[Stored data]
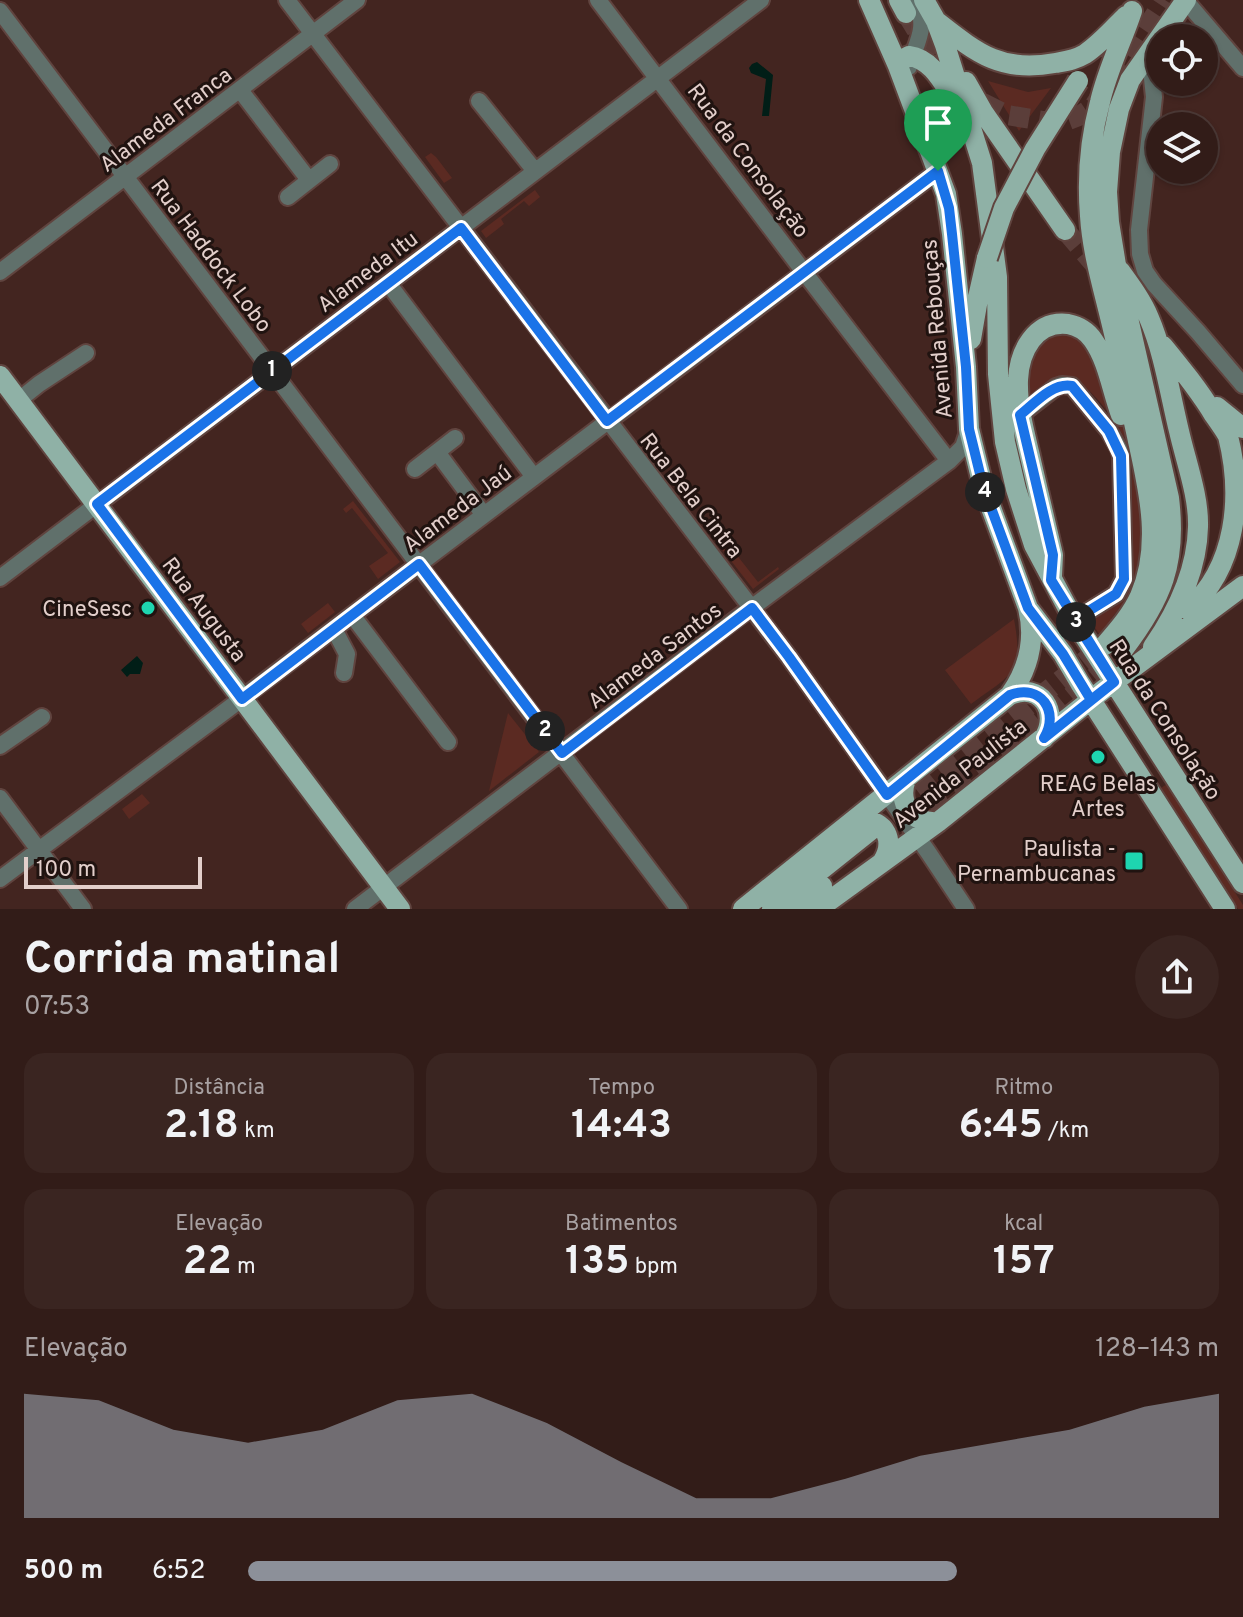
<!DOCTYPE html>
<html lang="pt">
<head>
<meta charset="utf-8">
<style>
  body { margin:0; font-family:Overpass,sans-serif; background:#3a2521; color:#f1f3f6; height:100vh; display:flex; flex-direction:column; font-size:30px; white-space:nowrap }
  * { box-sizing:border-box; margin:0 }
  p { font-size:26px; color:#a8a1a2 }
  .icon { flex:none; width:44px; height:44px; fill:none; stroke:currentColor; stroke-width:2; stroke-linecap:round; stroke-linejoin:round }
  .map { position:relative; height:909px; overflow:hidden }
  .drawer { display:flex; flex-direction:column; background:#321c18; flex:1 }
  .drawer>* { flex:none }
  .controls { position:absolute; left:1146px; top:24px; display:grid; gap:16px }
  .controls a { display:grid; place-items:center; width:72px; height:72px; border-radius:50%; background:#321c18; box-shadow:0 2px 6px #0004,0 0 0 2px #4d3a37; font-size:40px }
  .scale { position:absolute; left:24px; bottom:20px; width:178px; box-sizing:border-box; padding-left:8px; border:4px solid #e3cfcb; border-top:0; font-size:22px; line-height:28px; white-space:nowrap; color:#e3cfcb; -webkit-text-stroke:6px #201310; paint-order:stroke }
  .pin { position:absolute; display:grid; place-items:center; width:68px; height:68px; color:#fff; margin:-82px -34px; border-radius:50% 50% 50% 0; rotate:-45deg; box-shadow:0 0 8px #0007 }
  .pin .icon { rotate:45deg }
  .km { position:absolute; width:40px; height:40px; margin:-20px; border-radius:50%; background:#222; color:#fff; font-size:22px; line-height:40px; text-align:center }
  .round { display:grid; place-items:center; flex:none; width:84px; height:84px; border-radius:42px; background:#3a2521 }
  .summary { display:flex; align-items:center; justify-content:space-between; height:136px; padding:0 24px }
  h1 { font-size:44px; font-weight:700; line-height:60px }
  .stats { display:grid; grid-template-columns:repeat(3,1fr); gap:12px; height:136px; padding:8px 24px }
  .stats div { display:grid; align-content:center; border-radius:20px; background:#3a2521; text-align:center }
  .stats b { font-size:40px; font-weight:700 }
  .stats small { font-size:22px; font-weight:400 }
  .stats p { font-size:22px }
  .chart { height:224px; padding:16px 24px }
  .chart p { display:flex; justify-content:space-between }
  .chart svg { width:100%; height:144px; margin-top:8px; fill:#8c9099; opacity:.7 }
  ul { padding:0 24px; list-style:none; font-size:26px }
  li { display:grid; grid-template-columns:128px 96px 1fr; align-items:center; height:60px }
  li i { height:20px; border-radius:10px; background:#8c9099 }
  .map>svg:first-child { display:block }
  .green { fill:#5b2a22 }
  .water { fill:#011e17 }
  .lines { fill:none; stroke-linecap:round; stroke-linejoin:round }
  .major-tunnel { stroke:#5b3e3a; stroke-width:20; stroke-dasharray:20 10; stroke-linecap:butt }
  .minor-casing { stroke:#60443f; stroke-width:20 }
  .major-casing { stroke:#60443f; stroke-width:24 }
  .minor { stroke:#60706b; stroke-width:16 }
  .major { stroke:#8fb1a6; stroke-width:20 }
  .major-bridge-casing { stroke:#60443f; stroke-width:24; stroke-linecap:butt }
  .major-bridge { stroke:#8fb1a6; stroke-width:20 }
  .route-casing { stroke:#fff; stroke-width:16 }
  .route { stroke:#1a73e8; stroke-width:10 }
  .poi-dot { fill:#1ed5b0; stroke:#201310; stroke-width:3 }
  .labels { text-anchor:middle; stroke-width:6; stroke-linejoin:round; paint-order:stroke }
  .street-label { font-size:22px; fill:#e3cfcb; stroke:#201310 }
  .poi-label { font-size:22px; fill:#e3cfcb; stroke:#201310; text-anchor:end }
</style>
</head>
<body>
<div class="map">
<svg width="1243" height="909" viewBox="0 0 1243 909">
  <rect width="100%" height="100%" fill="#432520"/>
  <path class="green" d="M988,81L1028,92L1051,88L1019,131Z
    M431,153L436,157L452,178L444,183L425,157Z
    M535,190L540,197L529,206L524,201L501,219L504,224L486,238L481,231Z
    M1066,332L1081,336L1098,356L1124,428L1143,507L1146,538L1136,581L1129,596L1111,619V623L1136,645L1143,644L1119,663L1117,662L1090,620C1107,610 1126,602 1132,583V464C1131,458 1130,451 1128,445C1120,426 1087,378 1065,377C1052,377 1038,392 1028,399C1028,390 1025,367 1029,359C1035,343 1051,336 1066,332Z
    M353,501L400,562L378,579L369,566L388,553L352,508L346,513L343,509Z
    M710,521L758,582L778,567L779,569L753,589L704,526Z
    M328,603L335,612L308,633L301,624Z
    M1014,619C1024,674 1013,673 971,704L945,670Z
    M508,713L539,752L489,791Z
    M1167,784L1243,905V909H1238L1161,788Z
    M142,794L150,803L129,819L122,809Z"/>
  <path class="water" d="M757,62L773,75L769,116H762L766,79L751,73L749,68L752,64Z
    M137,656L143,663L140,674H130L127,677L121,670Z"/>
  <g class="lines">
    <path class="major-tunnel" d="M906,13L943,73L973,98L1007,115L1043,121H1066L1079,116L1094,106L1165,0
      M1065,230L1101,272
      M895,811L1105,645
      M878,839L1006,749L1117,659L1123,650"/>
    <g class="minor-casing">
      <path id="minor" d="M287,0L789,657L928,852L966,909
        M598,0L804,272L949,461
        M1185,0L1243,68
        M0,11L679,909
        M1149,51L1154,97L1139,230L1140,254L1145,271L1154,284L1198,332L1243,385
        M909,67C917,40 928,29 916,0
        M240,90L309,180
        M479,101L535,171
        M288,197L330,164
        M0,272L357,0
        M388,283L534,477
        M19,400L39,384L86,353
        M1020,415L1056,387L1062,385L1072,386L1109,431L1119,449L1121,456L1124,579L1116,594L1074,620
        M437,452L484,515
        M415,469L455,438
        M0,578L761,0
        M352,615L448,742
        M334,629L347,654L344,673
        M0,746L42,717
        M0,798L83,909
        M0,879L228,709L938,171
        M355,909L735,620L949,461L963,447L969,429"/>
    </g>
    <g class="major-casing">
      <path id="major" d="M869,0L898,66L946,194L952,234L966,367L969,429L983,486L1028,608L1063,654L1080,683L1225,909
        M899,0L906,13
        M924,0L936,21L945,45L982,163L997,277L998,374L1005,442L1016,489L1034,545L1074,620L1243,883
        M936,21C977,53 1000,73 1055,63C1066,61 1075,60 1085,54C1100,44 1113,29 1126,16
        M898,66L902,60L909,56C932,59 943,83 955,101
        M966,82L983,112L1065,230
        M1120,271C1131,286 1142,301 1149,318C1164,353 1170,394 1179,431C1186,462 1199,496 1198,527C1197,570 1177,612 1153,647
        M971,339L979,293L987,258
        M1163,346C1181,368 1199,390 1214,415C1219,422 1224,429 1228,436C1243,496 1237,567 1188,610
        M0,376L400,909
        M1217,407L1243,428
        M1052,576L1053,555C1046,525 1039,495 1032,465C1026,437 1017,409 1018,380C1019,352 1035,320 1068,324C1078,326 1087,331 1093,340C1108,361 1112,391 1121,415
        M1105,645C1118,630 1132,614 1140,596C1162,546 1149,491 1138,441C1129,400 1120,358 1110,317C1102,284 1092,250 1090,216C1087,178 1090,139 1100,102C1107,71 1122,41 1132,11
        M1123,650C1162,599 1177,563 1169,498L1116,265L1109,222L1107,192L1110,152L1119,109L1130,80L1186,0
        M1010,695C1041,682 1060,712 1044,738
        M906,779C897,803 912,824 938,822
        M861,820C886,820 895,841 883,861
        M743,909L1010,695C1029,668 1036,640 1028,608
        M772,909L871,830
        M795,909L822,886
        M818,909L938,822L1103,690L1243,586"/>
    </g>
    <use href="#minor" class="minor"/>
    <use href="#major" class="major"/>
    <g class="major-bridge-casing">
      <path id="major-bridge" d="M987,258L1004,208L1035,149L1078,81"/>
    </g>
    <use href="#major-bridge" class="major-bridge"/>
  </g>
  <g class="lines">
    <g class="route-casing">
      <path id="route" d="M938,171L607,421L461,228L97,504L242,699L419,564L562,753L752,608L789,657L887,795L1010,695C1041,683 1060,712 1044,738L1114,682L1051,580L1053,555L1020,415C1034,404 1053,382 1072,386L1109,431L1121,456L1124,579L1116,594L1074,620L1114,682L1091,700L1063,654L1028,608L983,486L969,429L966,367L952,234L949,208L938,171"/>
    </g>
    <use href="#route" class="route"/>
  </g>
  <g class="poi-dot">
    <circle cx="148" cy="608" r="8"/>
    <circle cx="1098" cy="757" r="8"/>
    <rect x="1124" y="851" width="20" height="20" rx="4"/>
  </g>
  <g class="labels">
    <g class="street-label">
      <text transform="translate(165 119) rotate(-37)" y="8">Alameda Franca</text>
      <text transform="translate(749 160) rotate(53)" y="8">Rua da Consolação</text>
      <text transform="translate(212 255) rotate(53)" y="8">Rua Haddock Lobo</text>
      <text transform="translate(367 271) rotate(-37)" y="8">Alameda Itu</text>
      <text transform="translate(936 329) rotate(-95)" y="8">Avenida Rebouças</text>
      <text transform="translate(692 495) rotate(52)" y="8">Rua Bela Cintra</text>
      <text transform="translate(457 508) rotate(-37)" y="8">Alameda Jaú</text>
      <text transform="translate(205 609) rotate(53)" y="8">Rua Augusta</text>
      <text transform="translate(654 655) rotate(-37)" y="8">Alameda Santos</text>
      <text transform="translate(1166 719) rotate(57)" y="8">Rua da Consolação</text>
      <text transform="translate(959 773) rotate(-38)" y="8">Avenida Paulista</text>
    </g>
    <g class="poi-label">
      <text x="132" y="616">CineSesc</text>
      <text x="1098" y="791" text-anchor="middle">REAG Belas<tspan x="1098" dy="25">Artes</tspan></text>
      <text x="1116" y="856">Paulista -<tspan x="1116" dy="25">Pernambucanas</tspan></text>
    </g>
  </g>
</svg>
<div class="controls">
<a><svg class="icon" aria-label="locate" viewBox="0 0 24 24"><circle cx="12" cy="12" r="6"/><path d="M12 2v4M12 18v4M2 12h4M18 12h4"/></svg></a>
<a><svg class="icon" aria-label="layers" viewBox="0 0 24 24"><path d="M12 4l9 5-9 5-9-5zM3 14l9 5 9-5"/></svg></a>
</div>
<div class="scale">100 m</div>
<div class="pin" style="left:938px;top:171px;background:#1e9e55"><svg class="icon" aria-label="arrive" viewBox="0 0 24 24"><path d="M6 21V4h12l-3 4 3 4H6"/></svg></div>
<b class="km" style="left:272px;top:371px">1</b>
<b class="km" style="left:545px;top:731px">2</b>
<b class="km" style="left:1076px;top:622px">3</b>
<b class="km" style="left:985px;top:492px">4</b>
</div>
<section class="drawer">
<div class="summary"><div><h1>Corrida matinal</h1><p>07:53</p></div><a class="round"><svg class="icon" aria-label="share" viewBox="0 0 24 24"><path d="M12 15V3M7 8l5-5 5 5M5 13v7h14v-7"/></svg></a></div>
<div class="stats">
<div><p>Distância</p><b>2.18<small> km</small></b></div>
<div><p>Tempo</p><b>14:43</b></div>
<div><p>Ritmo</p><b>6:45<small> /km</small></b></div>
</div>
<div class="stats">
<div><p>Elevação</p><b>22<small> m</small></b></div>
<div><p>Batimentos</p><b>135<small> bpm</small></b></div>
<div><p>kcal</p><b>157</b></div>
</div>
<div class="chart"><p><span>Elevação</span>128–143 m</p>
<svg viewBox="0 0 160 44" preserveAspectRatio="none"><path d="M0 44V6L10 8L20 17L30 21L40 17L50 8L60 6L70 15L80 27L90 38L100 38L110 32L120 25L130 21L140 17L150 10L160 6V44z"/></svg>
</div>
<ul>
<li><b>500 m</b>6:52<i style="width:73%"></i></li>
</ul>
</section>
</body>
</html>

== Work to be completed ==
Look through the data above and return exactly the lines from the one that contains "M328,603L335,612L308,633L301,624Z" to the one that contains "M1217,407L1243,428", inclusive, with nothing else.

== Answer to this exercise ==
    M328,603L335,612L308,633L301,624Z
    M1014,619C1024,674 1013,673 971,704L945,670Z
    M508,713L539,752L489,791Z
    M1167,784L1243,905V909H1238L1161,788Z
    M142,794L150,803L129,819L122,809Z"/>
  <path class="water" d="M757,62L773,75L769,116H762L766,79L751,73L749,68L752,64Z
    M137,656L143,663L140,674H130L127,677L121,670Z"/>
  <g class="lines">
    <path class="major-tunnel" d="M906,13L943,73L973,98L1007,115L1043,121H1066L1079,116L1094,106L1165,0
      M1065,230L1101,272
      M895,811L1105,645
      M878,839L1006,749L1117,659L1123,650"/>
    <g class="minor-casing">
      <path id="minor" d="M287,0L789,657L928,852L966,909
        M598,0L804,272L949,461
        M1185,0L1243,68
        M0,11L679,909
        M1149,51L1154,97L1139,230L1140,254L1145,271L1154,284L1198,332L1243,385
        M909,67C917,40 928,29 916,0
        M240,90L309,180
        M479,101L535,171
        M288,197L330,164
        M0,272L357,0
        M388,283L534,477
        M19,400L39,384L86,353
        M1020,415L1056,387L1062,385L1072,386L1109,431L1119,449L1121,456L1124,579L1116,594L1074,620
        M437,452L484,515
        M415,469L455,438
        M0,578L761,0
        M352,615L448,742
        M334,629L347,654L344,673
        M0,746L42,717
        M0,798L83,909
        M0,879L228,709L938,171
        M355,909L735,620L949,461L963,447L969,429"/>
    </g>
    <g class="major-casing">
      <path id="major" d="M869,0L898,66L946,194L952,234L966,367L969,429L983,486L1028,608L1063,654L1080,683L1225,909
        M899,0L906,13
        M924,0L936,21L945,45L982,163L997,277L998,374L1005,442L1016,489L1034,545L1074,620L1243,883
        M936,21C977,53 1000,73 1055,63C1066,61 1075,60 1085,54C1100,44 1113,29 1126,16
        M898,66L902,60L909,56C932,59 943,83 955,101
        M966,82L983,112L1065,230
        M1120,271C1131,286 1142,301 1149,318C1164,353 1170,394 1179,431C1186,462 1199,496 1198,527C1197,570 1177,612 1153,647
        M971,339L979,293L987,258
        M1163,346C1181,368 1199,390 1214,415C1219,422 1224,429 1228,436C1243,496 1237,567 1188,610
        M0,376L400,909
        M1217,407L1243,428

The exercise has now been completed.